#### [Data provided]
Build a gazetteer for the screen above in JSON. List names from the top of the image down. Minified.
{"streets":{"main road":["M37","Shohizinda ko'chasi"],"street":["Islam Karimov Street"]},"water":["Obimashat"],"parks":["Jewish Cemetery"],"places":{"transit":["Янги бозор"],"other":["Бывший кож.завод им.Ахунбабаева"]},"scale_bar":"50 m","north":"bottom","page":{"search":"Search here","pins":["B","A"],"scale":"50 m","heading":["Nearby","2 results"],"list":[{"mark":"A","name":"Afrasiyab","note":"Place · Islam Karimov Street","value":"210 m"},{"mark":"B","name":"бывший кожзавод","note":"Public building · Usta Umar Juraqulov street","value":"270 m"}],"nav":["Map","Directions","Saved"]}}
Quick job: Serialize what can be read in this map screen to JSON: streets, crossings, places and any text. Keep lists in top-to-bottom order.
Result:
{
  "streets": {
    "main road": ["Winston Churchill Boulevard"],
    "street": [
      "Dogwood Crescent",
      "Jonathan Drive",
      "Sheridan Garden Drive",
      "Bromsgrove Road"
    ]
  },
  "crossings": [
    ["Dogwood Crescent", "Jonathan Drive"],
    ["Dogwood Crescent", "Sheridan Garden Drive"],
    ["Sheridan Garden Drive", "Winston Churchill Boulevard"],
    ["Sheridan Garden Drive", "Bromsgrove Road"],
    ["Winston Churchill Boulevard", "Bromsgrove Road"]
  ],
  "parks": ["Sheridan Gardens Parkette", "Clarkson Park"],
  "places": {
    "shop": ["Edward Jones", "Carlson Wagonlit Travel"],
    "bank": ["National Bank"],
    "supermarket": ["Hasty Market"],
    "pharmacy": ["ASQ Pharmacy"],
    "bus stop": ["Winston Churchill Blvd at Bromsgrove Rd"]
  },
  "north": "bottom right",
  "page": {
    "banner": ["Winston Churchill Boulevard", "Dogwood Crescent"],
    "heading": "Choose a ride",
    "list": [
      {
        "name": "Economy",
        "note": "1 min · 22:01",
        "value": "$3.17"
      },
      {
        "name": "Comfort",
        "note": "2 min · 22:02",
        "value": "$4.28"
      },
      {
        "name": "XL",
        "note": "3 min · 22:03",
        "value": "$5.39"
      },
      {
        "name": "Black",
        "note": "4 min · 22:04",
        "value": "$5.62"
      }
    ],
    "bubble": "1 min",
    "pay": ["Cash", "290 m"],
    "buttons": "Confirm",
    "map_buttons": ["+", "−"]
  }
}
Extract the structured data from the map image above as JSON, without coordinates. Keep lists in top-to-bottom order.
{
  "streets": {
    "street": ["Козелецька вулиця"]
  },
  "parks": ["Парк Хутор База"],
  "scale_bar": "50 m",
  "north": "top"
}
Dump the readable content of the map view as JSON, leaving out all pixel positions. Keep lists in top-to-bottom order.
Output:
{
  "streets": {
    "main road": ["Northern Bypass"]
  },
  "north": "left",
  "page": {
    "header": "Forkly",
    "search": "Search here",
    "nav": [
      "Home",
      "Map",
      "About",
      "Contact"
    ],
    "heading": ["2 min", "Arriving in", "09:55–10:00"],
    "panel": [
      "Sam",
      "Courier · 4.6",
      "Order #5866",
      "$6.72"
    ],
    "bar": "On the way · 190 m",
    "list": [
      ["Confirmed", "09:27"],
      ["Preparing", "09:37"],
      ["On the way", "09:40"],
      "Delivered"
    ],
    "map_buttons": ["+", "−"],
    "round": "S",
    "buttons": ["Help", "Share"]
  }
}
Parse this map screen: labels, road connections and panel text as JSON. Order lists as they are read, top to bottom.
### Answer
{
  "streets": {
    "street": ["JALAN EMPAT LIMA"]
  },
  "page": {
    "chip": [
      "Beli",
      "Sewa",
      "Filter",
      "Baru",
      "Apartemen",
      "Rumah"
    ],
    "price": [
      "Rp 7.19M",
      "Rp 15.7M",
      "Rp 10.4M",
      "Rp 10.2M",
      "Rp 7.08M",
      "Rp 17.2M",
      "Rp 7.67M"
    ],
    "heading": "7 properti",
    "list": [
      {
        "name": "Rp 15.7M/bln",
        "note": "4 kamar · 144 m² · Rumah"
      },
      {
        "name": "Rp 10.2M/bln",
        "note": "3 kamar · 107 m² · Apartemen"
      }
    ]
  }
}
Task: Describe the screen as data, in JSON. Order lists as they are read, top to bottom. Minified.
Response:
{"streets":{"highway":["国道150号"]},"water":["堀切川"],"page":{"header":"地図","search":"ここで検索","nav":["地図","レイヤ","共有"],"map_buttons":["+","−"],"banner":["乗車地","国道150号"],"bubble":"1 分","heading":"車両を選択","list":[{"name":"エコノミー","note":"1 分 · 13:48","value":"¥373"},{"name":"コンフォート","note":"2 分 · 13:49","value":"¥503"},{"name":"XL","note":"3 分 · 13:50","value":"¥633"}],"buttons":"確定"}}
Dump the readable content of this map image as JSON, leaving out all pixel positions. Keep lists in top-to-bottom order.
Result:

#### [What this task involves]
Every entry above must be copied exactly.

#### [Answer box]
Build a gazetteer for the screen above in JSON. List names from the top of the image down. Minified.
{"streets":{"main road":["M37","Shohizinda ko'chasi"],"street":["Islam Karimov Street"]},"water":["Obimashat"],"parks":["Jewish Cemetery"],"places":{"transit":["Янги бозор"],"other":["Бывший кож.завод им.Ахунбабаева"]},"scale_bar":"50 m","north":"bottom","page":{"search":"Search here","pins":["B","A"],"scale":"50 m","heading":["Nearby","2 results"],"list":[{"mark":"A","name":"Afrasiyab","note":"Place · Islam Karimov Street","value":"210 m"},{"mark":"B","name":"бывший кожзавод","note":"Public building · Usta Umar Juraqulov street","value":"270 m"}],"nav":["Map","Directions","Saved"]}}
Quick job: Serialize what can be read in this map screen to JSON: streets, crossings, places and any text. Keep lists in top-to-bottom order.
Result:
{
  "streets": {
    "main road": ["Winston Churchill Boulevard"],
    "street": [
      "Dogwood Crescent",
      "Jonathan Drive",
      "Sheridan Garden Drive",
      "Bromsgrove Road"
    ]
  },
  "crossings": [
    ["Dogwood Crescent", "Jonathan Drive"],
    ["Dogwood Crescent", "Sheridan Garden Drive"],
    ["Sheridan Garden Drive", "Winston Churchill Boulevard"],
    ["Sheridan Garden Drive", "Bromsgrove Road"],
    ["Winston Churchill Boulevard", "Bromsgrove Road"]
  ],
  "parks": ["Sheridan Gardens Parkette", "Clarkson Park"],
  "places": {
    "shop": ["Edward Jones", "Carlson Wagonlit Travel"],
    "bank": ["National Bank"],
    "supermarket": ["Hasty Market"],
    "pharmacy": ["ASQ Pharmacy"],
    "bus stop": ["Winston Churchill Blvd at Bromsgrove Rd"]
  },
  "north": "bottom right",
  "page": {
    "banner": ["Winston Churchill Boulevard", "Dogwood Crescent"],
    "heading": "Choose a ride",
    "list": [
      {
        "name": "Economy",
        "note": "1 min · 22:01",
        "value": "$3.17"
      },
      {
        "name": "Comfort",
        "note": "2 min · 22:02",
        "value": "$4.28"
      },
      {
        "name": "XL",
        "note": "3 min · 22:03",
        "value": "$5.39"
      },
      {
        "name": "Black",
        "note": "4 min · 22:04",
        "value": "$5.62"
      }
    ],
    "bubble": "1 min",
    "pay": ["Cash", "290 m"],
    "buttons": "Confirm",
    "map_buttons": ["+", "−"]
  }
}
Extract the structured data from the map image above as JSON, without coordinates. Keep lists in top-to-bottom order.
{
  "streets": {
    "street": ["Козелецька вулиця"]
  },
  "parks": ["Парк Хутор База"],
  "scale_bar": "50 m",
  "north": "top"
}
Dump the readable content of the map view as JSON, leaving out all pixel positions. Keep lists in top-to-bottom order.
Output:
{
  "streets": {
    "main road": ["Northern Bypass"]
  },
  "north": "left",
  "page": {
    "header": "Forkly",
    "search": "Search here",
    "nav": [
      "Home",
      "Map",
      "About",
      "Contact"
    ],
    "heading": ["2 min", "Arriving in", "09:55–10:00"],
    "panel": [
      "Sam",
      "Courier · 4.6",
      "Order #5866",
      "$6.72"
    ],
    "bar": "On the way · 190 m",
    "list": [
      ["Confirmed", "09:27"],
      ["Preparing", "09:37"],
      ["On the way", "09:40"],
      "Delivered"
    ],
    "map_buttons": ["+", "−"],
    "round": "S",
    "buttons": ["Help", "Share"]
  }
}
Parse this map screen: labels, road connections and panel text as JSON. Order lists as they are read, top to bottom.
### Answer
{
  "streets": {
    "street": ["JALAN EMPAT LIMA"]
  },
  "page": {
    "chip": [
      "Beli",
      "Sewa",
      "Filter",
      "Baru",
      "Apartemen",
      "Rumah"
    ],
    "price": [
      "Rp 7.19M",
      "Rp 15.7M",
      "Rp 10.4M",
      "Rp 10.2M",
      "Rp 7.08M",
      "Rp 17.2M",
      "Rp 7.67M"
    ],
    "heading": "7 properti",
    "list": [
      {
        "name": "Rp 15.7M/bln",
        "note": "4 kamar · 144 m² · Rumah"
      },
      {
        "name": "Rp 10.2M/bln",
        "note": "3 kamar · 107 m² · Apartemen"
      }
    ]
  }
}
Task: Describe the screen as data, in JSON. Order lists as they are read, top to bottom. Minified.
Response:
{"streets":{"highway":["国道150号"]},"water":["堀切川"],"page":{"header":"地図","search":"ここで検索","nav":["地図","レイヤ","共有"],"map_buttons":["+","−"],"banner":["乗車地","国道150号"],"bubble":"1 分","heading":"車両を選択","list":[{"name":"エコノミー","note":"1 分 · 13:48","value":"¥373"},{"name":"コンフォート","note":"2 分 · 13:49","value":"¥503"},{"name":"XL","note":"3 分 · 13:50","value":"¥633"}],"buttons":"確定"}}
Dump the readable content of this map image as JSON, leaving out all pixel positions. Keep lists in top-to-bottom order.
Result:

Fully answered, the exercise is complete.